If the trees and rocks didn't already tell you this was fairytale country, there are also intrusions from other characters on the island, all accessed by a new walkie talkie gadget. This again is rather beautifully handled. A voice will crackle out of the darkness and often there'll be a task or a quest or a decision to be made, or some piece of information to tease out. But more than that, it's a radio person, an entity with a voice and dialogue but no face, no fixed location. The walkie talkie manipulates the unsettling magic you get when you only have someone's words and tone to make sense of them by. All these new questions! Who's staying up all night and why? Who's feeding you riddles and assures you that you already know their identity? What's the deal with Hank the paranormal investigator - I loved him - who signs off with a cheery, "See you in the obits!"
It's interesting. By the end of the adventure, Oxenfree 2 has tied up a lot of mysteries. It had for me, anyway, and with a web-like game such as this there's always reason to go back in, make different choices, and see what else is waiting in there to be solved. But there's this other feeling to everything too, just as there was in the first game. The radio, as before, is a gadget to be used when solving paranormal puzzles and whatnot, but it's always there all the time if you want it to be, placing different tissue-paper maps of sound over the island, different places and moods that change with each moment that passes, the same way a voice on the walkie talkie may have gone silent later if you didn't reply when they first hailed you.
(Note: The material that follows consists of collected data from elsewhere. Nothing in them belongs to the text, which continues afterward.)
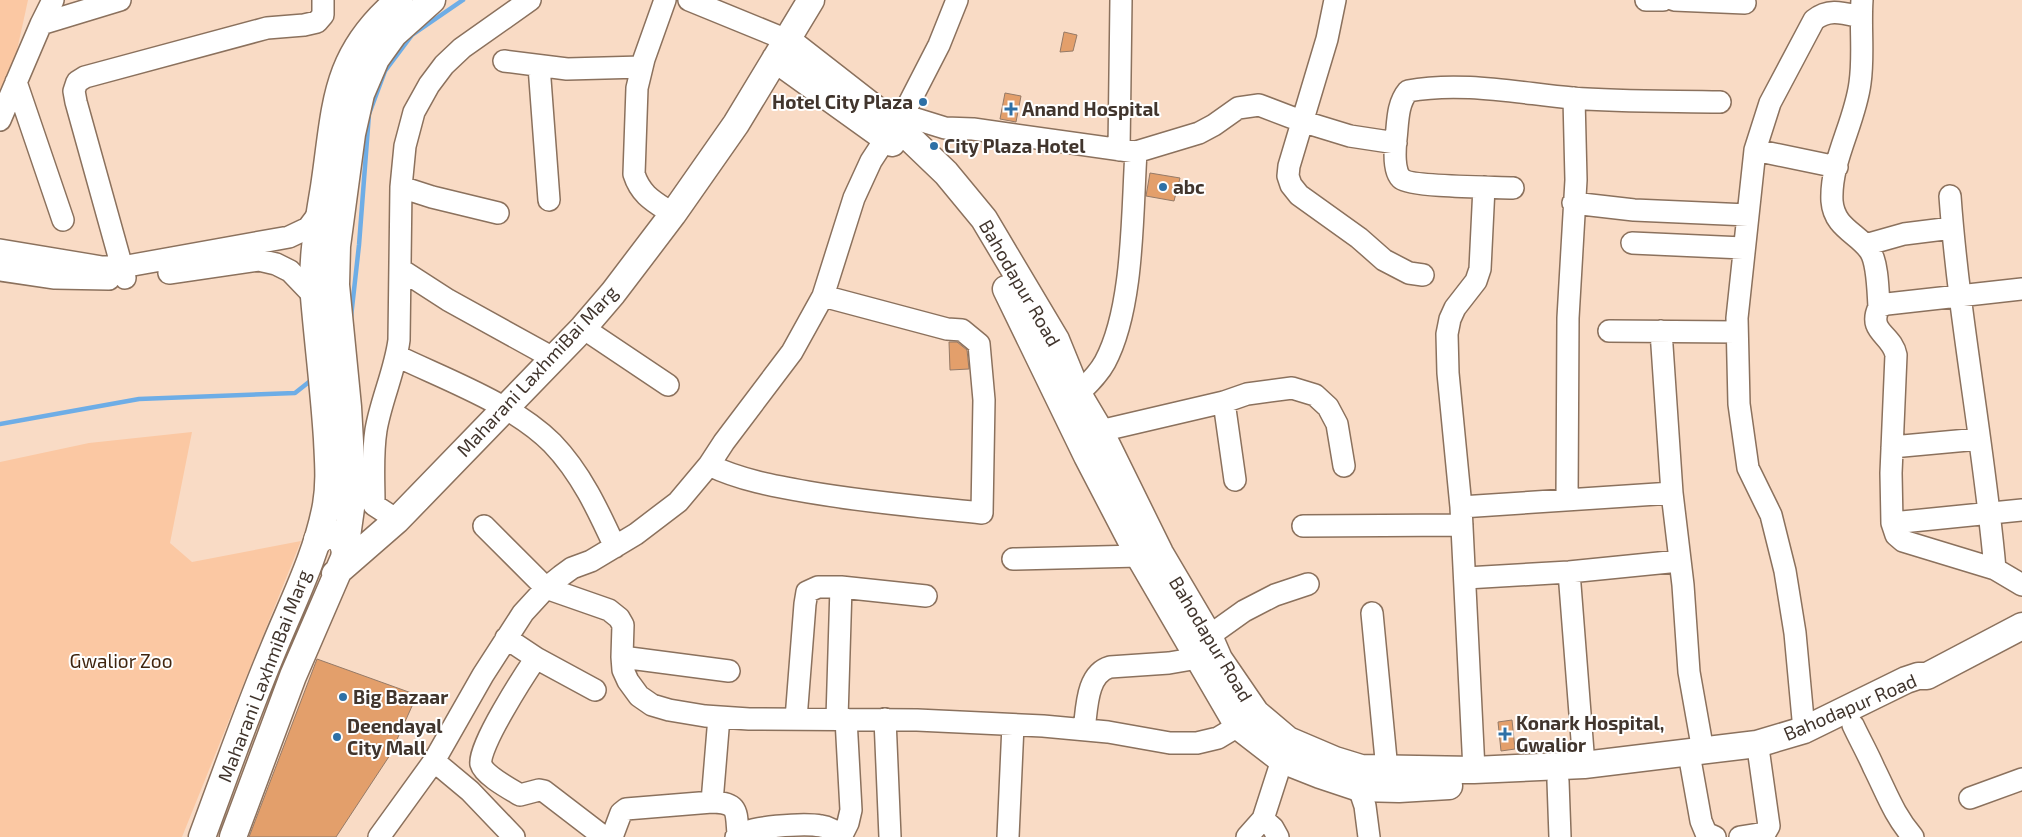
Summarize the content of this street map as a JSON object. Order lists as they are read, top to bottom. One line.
{"streets":{"main road":["Bahodapur Road","Maharani LaxhmiBai Marg"]},"crossings":[["Bahodapur Road","Maharani LaxhmiBai Marg"]],"parks":["Gwalior Zoo"],"places":{"other":["Hotel City Plaza","City Plaza Hotel","abc","Big Bazaar","Deendayal City Mall"],"health":["Anand Hospital","Konark Hospital, Gwalior"]}}
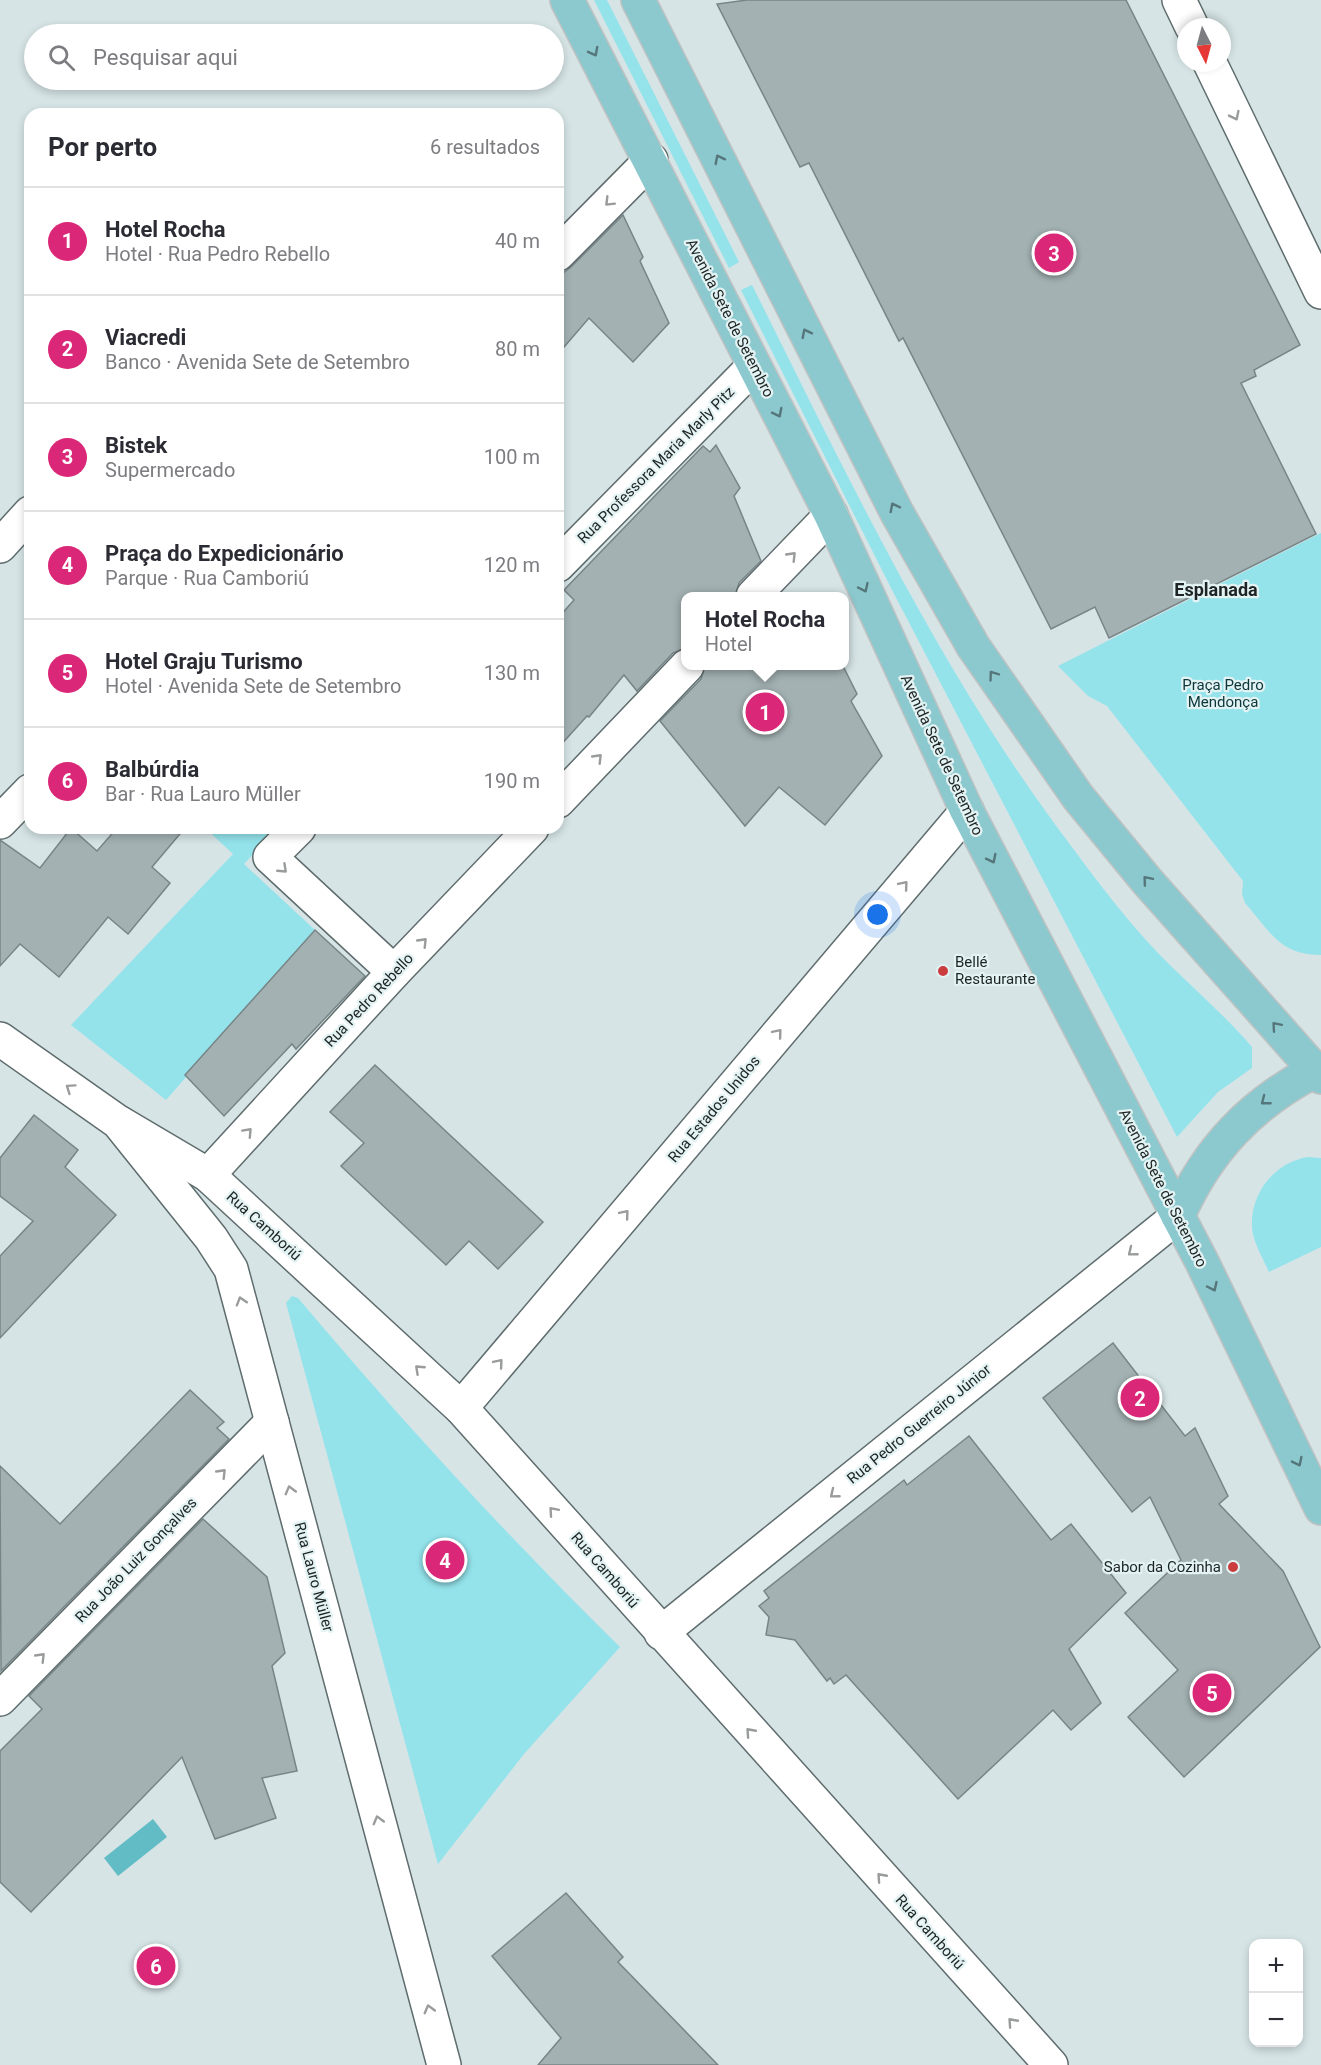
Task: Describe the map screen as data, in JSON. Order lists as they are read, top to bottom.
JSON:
{
  "streets": {
    "main road": ["Avenida Sete de Setembro"],
    "street": [
      "Rua Professora Maria Marly Pitz",
      "Rua Pedro Rebello",
      "Rua Estados Unidos",
      "Rua Camboriú",
      "Rua Pedro Guerreiro Júnior",
      "Rua João Luiz Gonçalves",
      "Rua Lauro Müller"
    ]
  },
  "crossings": [
    ["Avenida Sete de Setembro", "Rua Professora Maria Marly Pitz"],
    ["Avenida Sete de Setembro", "Rua Estados Unidos"],
    ["Avenida Sete de Setembro", "Rua Pedro Guerreiro Júnior"],
    ["Rua Pedro Rebello", "Rua Camboriú"],
    ["Rua Estados Unidos", "Rua Camboriú"],
    ["Rua Camboriú", "Rua Pedro Guerreiro Júnior"],
    ["Rua Camboriú", "Rua Lauro Müller"],
    ["Rua João Luiz Gonçalves", "Rua Lauro Müller"]
  ],
  "one_way": [
    "Rua Pedro Rebello",
    "Rua Estados Unidos",
    "Rua Camboriú",
    "Rua Pedro Guerreiro Júnior",
    "Rua João Luiz Gonçalves",
    "Rua Lauro Müller"
  ],
  "districts": ["Esplanada"],
  "parks": ["Praça Pedro Mendonça"],
  "places": ["Bellé Restaurante", "Sabor da Cozinha"],
  "north": "bottom",
  "page": {
    "search": "Pesquisar aqui",
    "heading": ["Por perto", "6 resultados"],
    "list": [
      {
        "mark": "1",
        "name": "Hotel Rocha",
        "note": "Hotel · Rua Pedro Rebello",
        "value": "40 m"
      },
      {
        "mark": "2",
        "name": "Viacredi",
        "note": "Banco · Avenida Sete de Setembro",
        "value": "80 m"
      },
      {
        "mark": "3",
        "name": "Bistek",
        "note": "Supermercado",
        "value": "100 m"
      },
      {
        "mark": "4",
        "name": "Praça do Expedicionário",
        "note": "Parque · Rua Camboriú",
        "value": "120 m"
      },
      {
        "mark": "5",
        "name": "Hotel Graju Turismo",
        "note": "Hotel · Avenida Sete de Setembro",
        "value": "130 m"
      },
      {
        "mark": "6",
        "name": "Balbúrdia",
        "note": "Bar · Rua Lauro Müller",
        "value": "190 m"
      }
    ],
    "pins": [
      "3",
      "1",
      "2",
      "4",
      "5",
      "6"
    ],
    "popup": ["Hotel Rocha", "Hotel"],
    "map_buttons": ["+", "−"]
  }
}
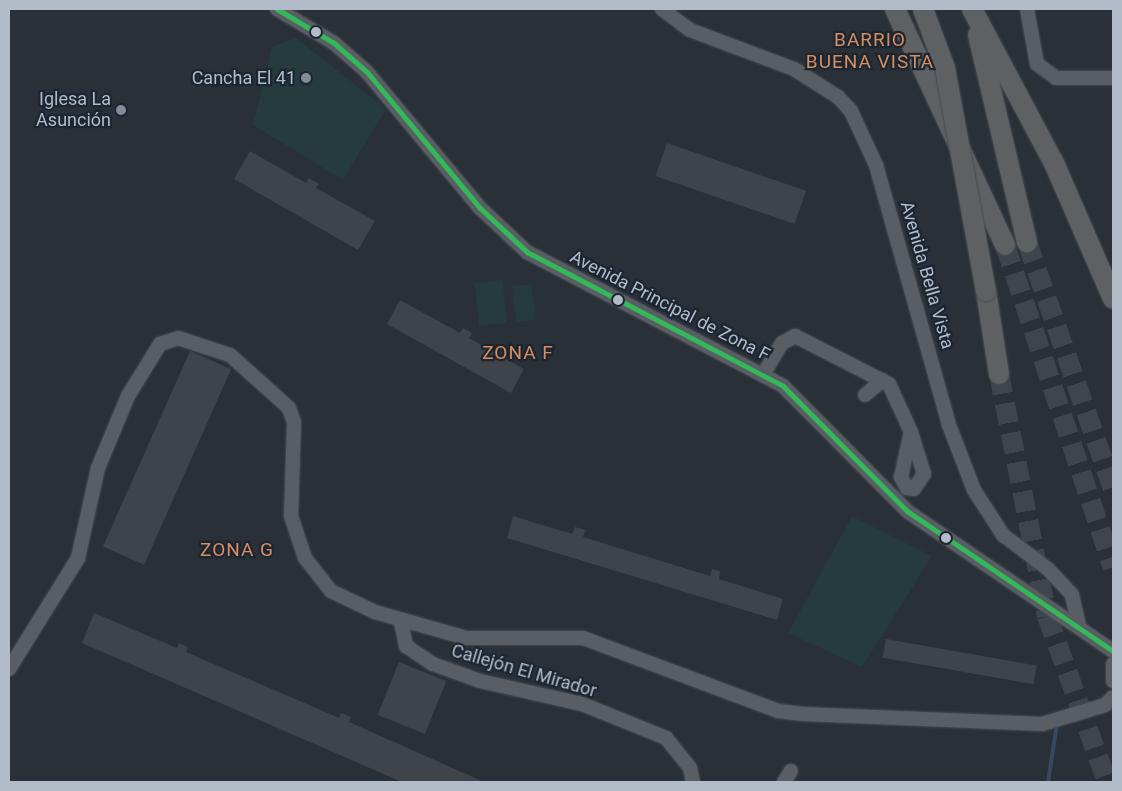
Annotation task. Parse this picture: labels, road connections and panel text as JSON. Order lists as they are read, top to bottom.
{
  "streets": {
    "street": ["Avenida Bella Vista", "Avenida Principal de Zona F", "Callejón El Mirador"]
  },
  "crossings": [
    ["Avenida Bella Vista", "Avenida Principal de Zona F"]
  ],
  "districts": ["BARRIO BUENA VISTA", "ZONA F", "ZONA G"],
  "places": ["Cancha El 41", "Iglesa La Asunción"]
}
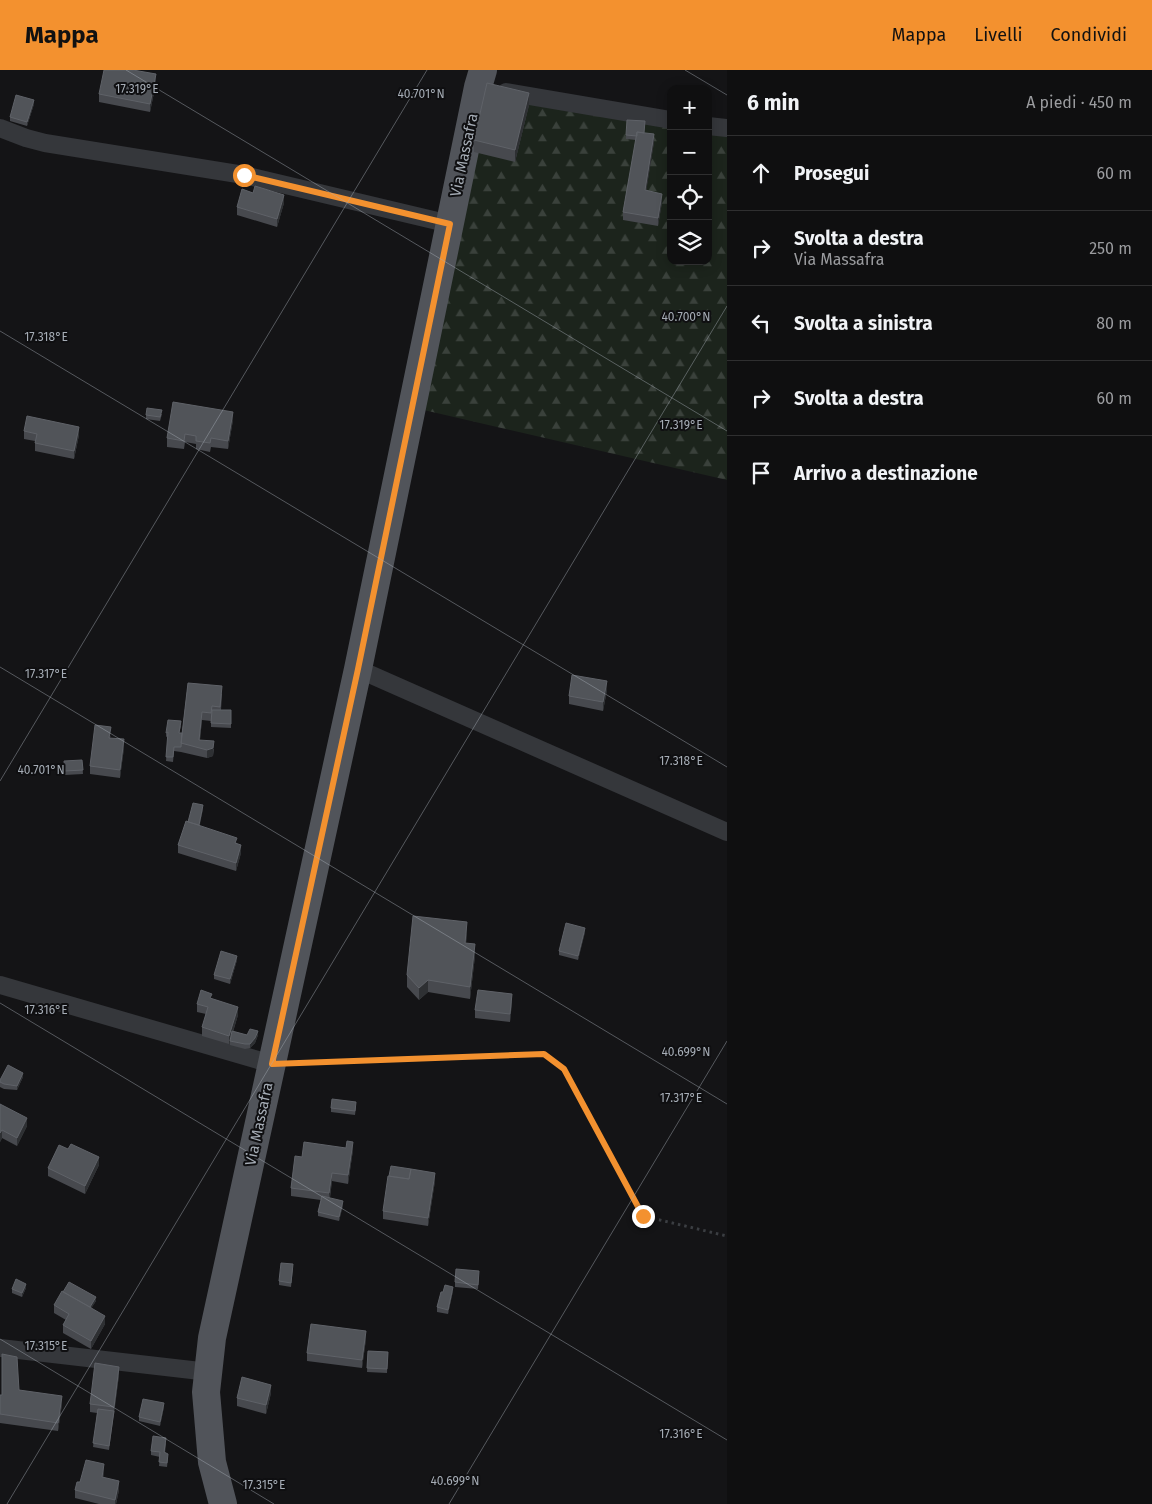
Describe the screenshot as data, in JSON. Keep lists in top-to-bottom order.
{
  "streets": {
    "main road": ["Via Massafra"]
  },
  "page": {
    "header": "Mappa",
    "nav": ["Mappa", "Livelli", "Condividi"],
    "heading": ["6 min", "A piedi · 450 m"],
    "map_buttons": ["+", "−"],
    "list": [
      ["Prosegui", "60 m"],
      ["Svolta a destra", "Via Massafra", "250 m"],
      ["Svolta a sinistra", "80 m"],
      ["Svolta a destra", "60 m"],
      "Arrivo a destinazione"
    ]
  },
  "coordinates": [
    "17.319°E",
    "40.701°N",
    "40.700°N",
    "17.318°E",
    "17.317°E",
    "17.316°E",
    "40.699°N",
    "17.315°E"
  ]
}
It makes Oxenfree feel less like a single mystery and more like a great, delicate palimpsest. There's space, and there's that space seen in different time periods. There's SCNTFC's restless soundtrack, strobing through endless moods, innocent in one instant and doomy the next. There's Jacob and Riley and everything that they are and could be and probably won't be. What would Jacob have become had he left? How would Riley have changed if she had stayed?
Somewhere within the shivering and twitching of all these layers, we get a night. A single night, walking across the landscape with someone new, stopping now and then to listen to the static or the shifting voices and songs of the dial. Wondering what could be, and what is.